A review by librarymouse
Clown in a Cornfield by Adam Cesare

dark funny mysterious fast-paced
  • Plot- or character-driven? A mix
  • Strong character development? Yes
  • Loveable characters? It's complicated
  • Diverse cast of characters? It's complicated
  • Flaws of characters a main focus? Yes

5.0

As I told my roommate, while halfway through the book, "the real bad guy we found along the way is Trump 2020."
Published in 2020, Clown in a Cornfield is what must have felt at the time an extreme, worst case scenario version of what was playing out at the time during Trump's first term and second campaign cycle. Unfortunately, reading this in 2025, it feels almost realistic. There's a pretty massive generational divide, culturally, especially in rural areas. The political divide that comes up between generations seems to be becoming quite the gulf in a lot of places, and this book explores the extremism of that in a bloody, often anachronistically funny way.
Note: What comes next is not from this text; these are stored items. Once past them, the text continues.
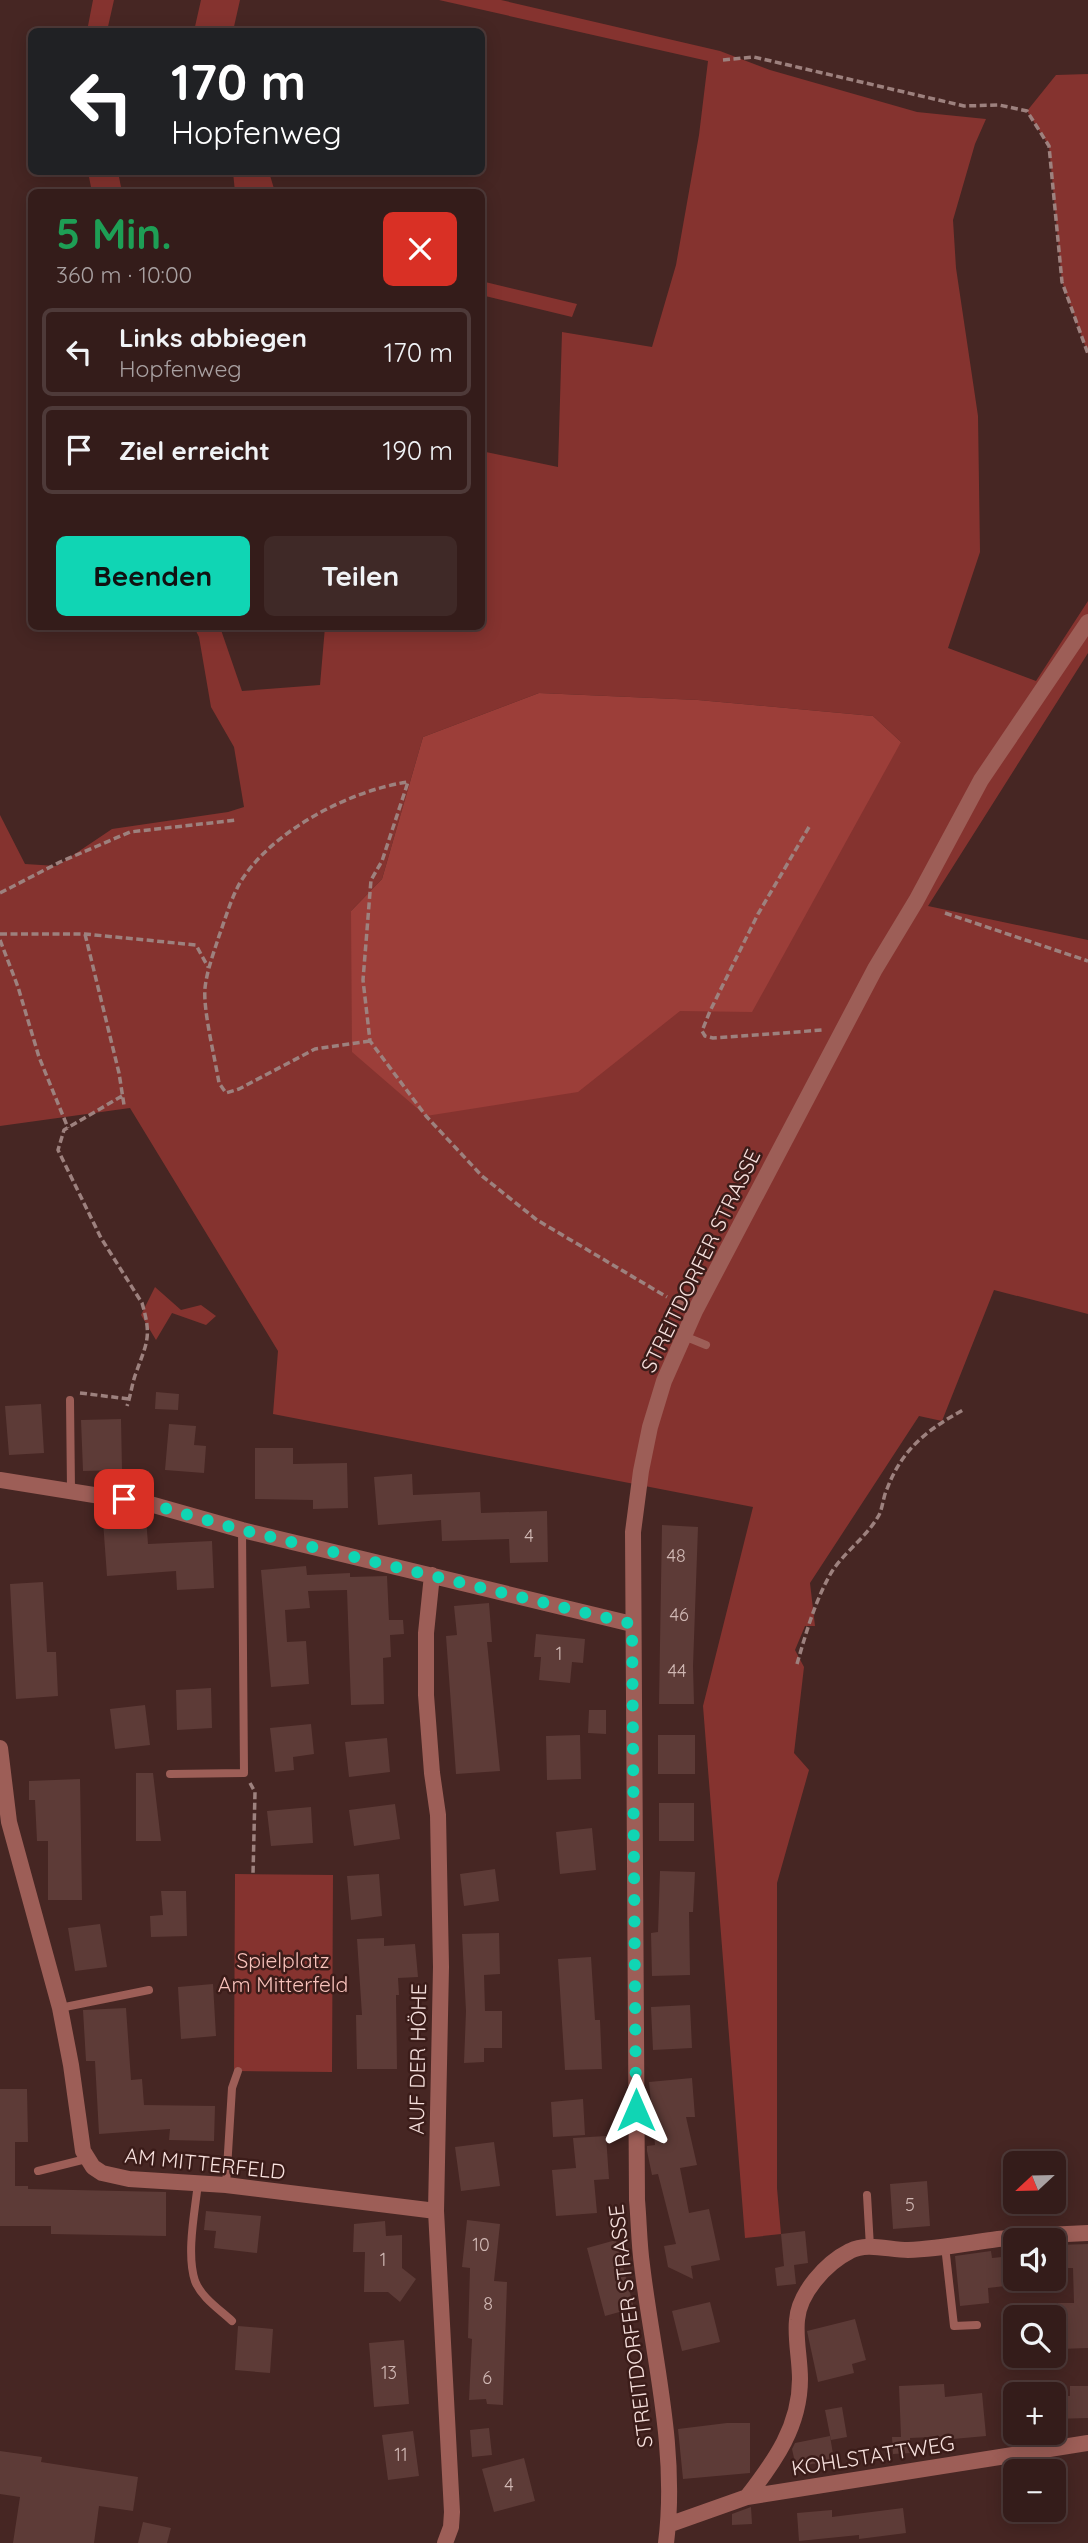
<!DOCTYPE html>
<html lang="de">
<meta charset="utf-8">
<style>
:root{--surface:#341c1a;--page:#3f2927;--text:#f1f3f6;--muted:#a9a1a2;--line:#4e3a39;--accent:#10d5b4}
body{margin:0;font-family:Quicksand,sans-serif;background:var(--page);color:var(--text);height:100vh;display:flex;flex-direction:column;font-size:26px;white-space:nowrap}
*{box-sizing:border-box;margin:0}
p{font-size:23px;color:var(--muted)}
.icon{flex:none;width:38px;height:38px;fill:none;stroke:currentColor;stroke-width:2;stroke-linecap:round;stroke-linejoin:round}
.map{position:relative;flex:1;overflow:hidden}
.side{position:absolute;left:28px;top:189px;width:457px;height:441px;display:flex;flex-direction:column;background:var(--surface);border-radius:10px;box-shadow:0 4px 18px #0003,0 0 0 2px var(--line)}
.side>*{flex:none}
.guide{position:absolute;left:28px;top:28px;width:457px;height:147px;border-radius:10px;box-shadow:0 4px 18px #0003,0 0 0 2px var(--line);background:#202124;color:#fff;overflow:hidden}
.needle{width:46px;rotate:248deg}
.fabs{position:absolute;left:1003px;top:2151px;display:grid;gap:14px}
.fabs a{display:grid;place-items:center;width:63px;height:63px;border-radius:10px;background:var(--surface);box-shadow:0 4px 18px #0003,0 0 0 2px var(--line);font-size:35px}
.pin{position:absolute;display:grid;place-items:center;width:60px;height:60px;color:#fff;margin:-30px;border-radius:14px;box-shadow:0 4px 10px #0006}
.me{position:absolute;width:77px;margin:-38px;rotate:0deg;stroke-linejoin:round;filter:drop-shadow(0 0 5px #0008)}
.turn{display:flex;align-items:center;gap:24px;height:147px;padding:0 28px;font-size:32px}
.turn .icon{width:91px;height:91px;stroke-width:2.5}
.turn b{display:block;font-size:49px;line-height:60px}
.round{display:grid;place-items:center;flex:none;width:74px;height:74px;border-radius:10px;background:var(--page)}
.head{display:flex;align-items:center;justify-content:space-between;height:119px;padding:0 28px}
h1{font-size:42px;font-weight:800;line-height:52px;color:#1e9e55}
.primary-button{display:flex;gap:14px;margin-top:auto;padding:14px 28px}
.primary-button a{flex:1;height:80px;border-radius:10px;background:var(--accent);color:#111;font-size:28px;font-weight:800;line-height:80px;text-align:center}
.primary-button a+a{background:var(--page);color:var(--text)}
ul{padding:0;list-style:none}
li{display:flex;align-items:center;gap:21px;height:88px;margin:0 14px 10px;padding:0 14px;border:4px solid var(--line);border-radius:10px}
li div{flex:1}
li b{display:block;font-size:26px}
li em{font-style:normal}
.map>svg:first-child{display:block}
.green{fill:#85332f;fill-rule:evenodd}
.forest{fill:#9c3e39}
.building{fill:#5d3b37}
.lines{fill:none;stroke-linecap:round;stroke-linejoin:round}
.path{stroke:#9d817e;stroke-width:3.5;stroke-dasharray:7 3.5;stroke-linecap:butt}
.lane{stroke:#9d5e57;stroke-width:8}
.street{stroke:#9d5e57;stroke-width:16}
.route{stroke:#10d5b4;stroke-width:12;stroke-dasharray:0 21.6}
.labels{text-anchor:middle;stroke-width:5;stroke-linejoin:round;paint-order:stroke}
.number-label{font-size:18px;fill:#d0b8b4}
.street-label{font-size:21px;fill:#f7e1de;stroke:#3b1c19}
.park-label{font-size:21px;fill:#f8c2bb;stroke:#3b1c19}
</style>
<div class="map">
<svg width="1088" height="2543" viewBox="0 0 1088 2543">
<rect width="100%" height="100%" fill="#462623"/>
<path class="green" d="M93 0H114L107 31H87Z
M201 0H240L233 31H194Z
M439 0H501L720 51 770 70 917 112 986 119 975 144 953 220 956 268 978 416 980 552 948 648 1036 681 1088 601V653L928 906 1088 940V1314L994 1290 942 1421 919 1416 810 1583 815 1626H805L795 1650 804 1667 794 1753 809 1770 777 1883V2188L781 2234 745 2238 703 1706 753 1507 273 1414 278 1351 130 1108 0 1126V815L25 864 57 866 112 829 228 812 244 807 234 747 211 707 199 637 194 627H220L242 691 320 685 325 627 481 626V451L558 467 562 332 652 347 676 265 699 135 708 61ZM539 693 698 700 873 716 901 742 351 911 382 879 423 737Z
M1088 74V354L1062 282 1049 146 1027 111 1056 75Z
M88 172H118L122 192H92Z
M233 172H269L275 192H235Z
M481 281 577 304 572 317 481 295Z
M155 1287 181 1310 201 1305 216 1316 206 1325 172 1313 156 1340 141 1315Z
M235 1874 333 1875 332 2072 234 2071Z"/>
<path class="forest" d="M539 693 698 700 873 716 901 742 752 1012 680 1011 578 1092 426 1116 352 1052 351 911 382 879 423 737Z"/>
<path class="building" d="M156 1392 179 1394 178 1410 155 1409Z
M41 1404 44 1453 9 1455 5 1406Z
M121 1419 122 1470 83 1471 81 1420Z
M169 1424 196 1426 194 1445 206 1446 204 1473 165 1470Z
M255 1448H293V1464L347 1463 348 1508 313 1509V1500L255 1499Z
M412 1474 413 1495 480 1492 481 1513 547 1511 548 1562 510 1563 509 1539 442 1541 441 1520 378 1525 374 1477Z
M146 1518 148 1544 212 1541 214 1588 177 1590 176 1571 107 1576 103 1521Z
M662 1525 698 1527 693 1666 694 1704H659Z
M306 1566 307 1575 350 1573V1577L387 1576 389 1620H403L404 1634 390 1635 391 1657 383 1658 384 1704 351 1705 347 1590 308 1591 310 1608 285 1610 287 1642 306 1641 309 1684 271 1687 261 1570Z
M43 1582 47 1652H56L58 1696 16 1699 10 1584Z
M489 1603 492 1642H487L500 1771 456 1774 446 1636 457 1635 454 1606Z
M536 1634 585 1639 583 1663 572 1662 570 1683 539 1680 541 1657H534Z
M211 1688 212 1728 177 1730 176 1690Z
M145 1705 150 1745 115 1749 110 1709Z
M589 1710H606V1734L588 1733Z
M311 1724 314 1754 293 1757 294 1770 275 1772 270 1728Z
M580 1735 581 1779 547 1780 546 1736Z
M658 1735H695V1774H658Z
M387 1738 390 1772 349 1777 345 1742Z
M136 1773H153L161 1841H136Z
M80 1779 82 1900H48V1841H37L35 1800H29V1781Z
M659 1803H694V1841H659Z
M395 1804 400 1839 354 1846 349 1810Z
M311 1807 313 1843 271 1846 267 1811Z
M592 1828 596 1870 560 1874 556 1832Z
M495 1869 499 1901 464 1906 460 1874Z
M660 1871 695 1872 693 1912H689L690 1975 652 1976 651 1933 658 1932Z
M379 1874 382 1916 351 1920 347 1876Z
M161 1891H186L187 1936 151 1937 150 1916 163 1915Z
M100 1924 107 1967 75 1971 68 1928Z
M499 1933 500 1974 484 1975 485 2011H502V2048H484V2062L464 2063 466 2011 462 1934Z
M384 1938V1946L415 1944 418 1977 398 1978 399 1995H396L397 2069H357L356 2015H362L357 1939Z
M591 1957 595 2020H600L602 2069 565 2070 558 1959Z
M213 1984 216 2036 181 2039 178 1987Z
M690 2005 692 2048 653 2050 651 2007Z
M126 2008 131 2080 142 2079 144 2105 215 2106 214 2141 169 2140 170 2129 99 2134 95 2061H86L83 2010Z
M692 2078 695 2117H686L697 2165 680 2168 689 2213 709 2209 720 2260 691 2266 693 2279 668 2267 664 2246 676 2244 658 2174 652 2175 647 2151V2146L655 2145 649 2082Z
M0 2089H27L28 2142H15V2186H28V2189L166 2192V2236L51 2234V2226H0Z
M583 2099 585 2135 553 2137 551 2102Z
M606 2136 609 2179 594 2180 597 2213 556 2216 552 2170 576 2168 573 2138Z
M494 2142 500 2186 461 2191 455 2147Z
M927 2181 930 2226 893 2229 890 2184Z
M206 2211 261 2216 257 2253 214 2248 216 2231 204 2230Z
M467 2220 500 2224 494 2281 507 2282 503 2405 487 2404 486 2399 469 2400 472 2339 468 2338 470 2268 462 2267Z
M385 2221 386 2236 402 2235V2268L416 2279 400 2302 388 2292H364L365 2252H353L354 2224Z
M805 2231 808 2263 794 2265 796 2284 777 2286 775 2268 784 2266 781 2234Z
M616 2240 634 2308 605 2316 587 2248Z
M1088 2244V2348L1060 2349 1058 2303H1074L1073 2268H1058L1057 2245Z
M991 2251 992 2258 1002 2257 1005 2286 988 2288 989 2303 960 2306 955 2256Z
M710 2302 720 2342 682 2351 672 2311Z
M855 2319 866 2360 852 2364 854 2373 818 2382 807 2331Z
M238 2326 273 2329 270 2373 235 2370Z
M404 2340 409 2404 374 2407 369 2343Z
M944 2384 945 2397 982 2393 986 2436 953 2439 952 2436 910 2438 911 2453 893 2454 892 2437H901L899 2386Z
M1070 2386H1088V2418L1054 2419V2396H1070Z
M842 2407 847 2437 831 2440 825 2410Z
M727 2423H750V2473L683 2479 678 2429Z
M489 2428 492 2455 472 2457 470 2430Z
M413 2431 419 2476 388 2480 382 2435Z
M830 2436 834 2460 796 2467 792 2449 795 2443Z
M0 2451 42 2457 41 2462 138 2477 133 2511 99 2506 94 2543H13L20 2497 0 2494Z
M524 2458 535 2501 494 2512 482 2469Z
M751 2507 752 2524 732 2525V2514Z
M903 2508 906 2533 859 2539V2535L799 2541 797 2513 832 2510V2517Z
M143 2522 171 2528 167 2543H138Z"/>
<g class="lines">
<path class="path" d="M723 60 754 57 964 106 999 105 1027 111 1049 146 1062 282 1088 354
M809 827 758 914 710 1011 702 1031 705 1036 713 1038 823 1030
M0 893 60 862 130 832 237 820
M945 913 1088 961
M0 934H85L196 945 208 967
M85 934 119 1073 124 1105
M0 940 18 987 39 1057 68 1128
M370 1041 315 1049 239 1089 226 1093 219 1083C215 1058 203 1011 205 988 207 970 214 952 219 936 226 917 231 898 241 881 273 830 351 790 408 782L382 861 371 880 363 980 370 1041 426 1116 482 1176 537 1220 667 1297
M122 1096 64 1130 58 1150 101 1238 142 1303C152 1337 147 1342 136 1373 132 1383 131 1395 127 1406
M80 1393 129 1399
M797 1664C806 1633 815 1601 831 1573 844 1552 867 1537 879 1515 883 1507 883 1497 887 1489 902 1449 927 1430 963 1410
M250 1783 255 1792 253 1874"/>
<path class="lane" d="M677 1303 695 1311
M684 1336 706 1345
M70 1400 71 1490
M170 1774 244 1773 242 1530
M60 2008 149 1990
M38 2171 86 2159
M198 2183C195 2211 186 2254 195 2281 201 2297 219 2309 232 2321
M226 2185 232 2088 238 2071
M867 2195 870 2247
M945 2246 954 2326 977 2325"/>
<path class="street" d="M0 1480 150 1504 242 1530 632 1624
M432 1575 426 1633V1695L432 1773 438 1815 441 1967 436 2211 452 2512 451 2527 445 2543
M0 1748 9 1822 60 2008 71 2065 83 2151 93 2167 102 2173 129 2179 226 2185 436 2211
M747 2497C775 2461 800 2426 800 2379 800 2359 795 2339 797 2320 799 2293 826 2263 850 2251 867 2242 889 2250 908 2250 938 2249 968 2243 998 2239 1027 2236 1058 2234 1088 2233
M668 2525 747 2497 1088 2443
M666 2543C678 2450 653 2357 642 2265 639 2244 639 2222 637 2200L633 1532 641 1471 650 1427 664 1381 695 1311 875 969 916 901 981 780 1088 622"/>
</g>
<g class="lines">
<path class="route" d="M124 1499 150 1504 242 1530 632 1624 636 2110"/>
</g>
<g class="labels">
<g class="number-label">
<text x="529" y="1542">4</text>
<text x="676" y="1562">48</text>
<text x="679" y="1621">46</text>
<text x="559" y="1660">1</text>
<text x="677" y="1677">44</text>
<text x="910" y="2211">5</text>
<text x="481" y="2251">10</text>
<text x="383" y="2266">1</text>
<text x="488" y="2310">8</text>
<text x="389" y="2379">13</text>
<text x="487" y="2384">6</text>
<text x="401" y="2461">11</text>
<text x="509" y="2491">4</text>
</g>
<g class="street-label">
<text transform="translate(701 1261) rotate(-64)" y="7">STREITDORFER STRASSE</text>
<text transform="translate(418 2059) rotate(-89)" y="7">AUF DER HÖHE</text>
<text transform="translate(205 2164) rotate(6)" y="7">AM MITTERFELD</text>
<text transform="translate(631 2326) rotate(-97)" y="7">STREITDORFER STRASSE</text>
<text transform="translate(873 2456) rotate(-9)" y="7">KOHLSTATTWEG</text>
</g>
<g class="park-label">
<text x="283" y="1968">Spielplatz<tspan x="283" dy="24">Am Mitterfeld</tspan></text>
</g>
</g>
</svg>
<div class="fabs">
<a><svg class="needle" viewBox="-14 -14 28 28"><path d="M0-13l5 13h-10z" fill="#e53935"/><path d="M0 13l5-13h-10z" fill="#a9a1a2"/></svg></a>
<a><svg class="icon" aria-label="sound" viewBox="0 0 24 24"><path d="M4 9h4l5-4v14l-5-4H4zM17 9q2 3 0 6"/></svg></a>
<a><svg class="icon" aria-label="search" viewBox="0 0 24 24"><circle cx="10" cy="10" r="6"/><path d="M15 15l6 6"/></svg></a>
<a>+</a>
<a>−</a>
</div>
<div class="pin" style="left:124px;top:1499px;background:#d93025"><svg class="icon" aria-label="arrive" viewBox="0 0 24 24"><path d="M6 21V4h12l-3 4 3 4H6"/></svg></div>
<svg class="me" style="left:636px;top:2110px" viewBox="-20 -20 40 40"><path d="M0-17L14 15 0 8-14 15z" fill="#10d5b4" stroke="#fff" stroke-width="4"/></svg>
<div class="guide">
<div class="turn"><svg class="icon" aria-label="left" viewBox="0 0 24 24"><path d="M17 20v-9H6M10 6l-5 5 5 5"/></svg><div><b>170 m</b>Hopfenweg</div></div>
</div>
<section class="side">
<div class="head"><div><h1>5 Min.</h1><p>360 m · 10:00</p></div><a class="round" style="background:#d93025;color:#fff"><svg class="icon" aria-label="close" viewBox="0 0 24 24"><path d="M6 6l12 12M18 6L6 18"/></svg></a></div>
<ul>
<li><svg class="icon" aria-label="left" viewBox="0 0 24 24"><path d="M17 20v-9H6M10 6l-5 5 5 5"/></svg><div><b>Links abbiegen</b><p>Hopfenweg</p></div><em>170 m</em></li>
<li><svg class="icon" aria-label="arrive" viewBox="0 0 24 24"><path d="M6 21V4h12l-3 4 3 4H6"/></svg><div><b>Ziel erreicht</b></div><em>190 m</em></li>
</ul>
<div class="primary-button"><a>Beenden</a><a>Teilen</a></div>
</section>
</div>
I think it was a really unique take by Cesare to have a slasher feature the nearly teens of the generation that grew up with regular school shootings and lockdowns -
especially so as the killer clowns are the town's adults acting to kill the children they've deemed to be a "blighted crop." The kids have more lockdown and emergency procedure training than any civilian should need to, and that, mixed with Rust's safe gun use practice and discipline means that they're a better trained counter-strike team than any of the people trying to kill them could have expected. Janet's death was horrifying, especially knowing that she maybe could have lived had she not saved her friends, and that her stepfather was one of the people doing the killing.

I'm so glad Rust survived, and I really enjoyed how the expected love triangle between Cole, Quinn, and Rust was circumvented. I love rural queerness so much, as a rural queer person.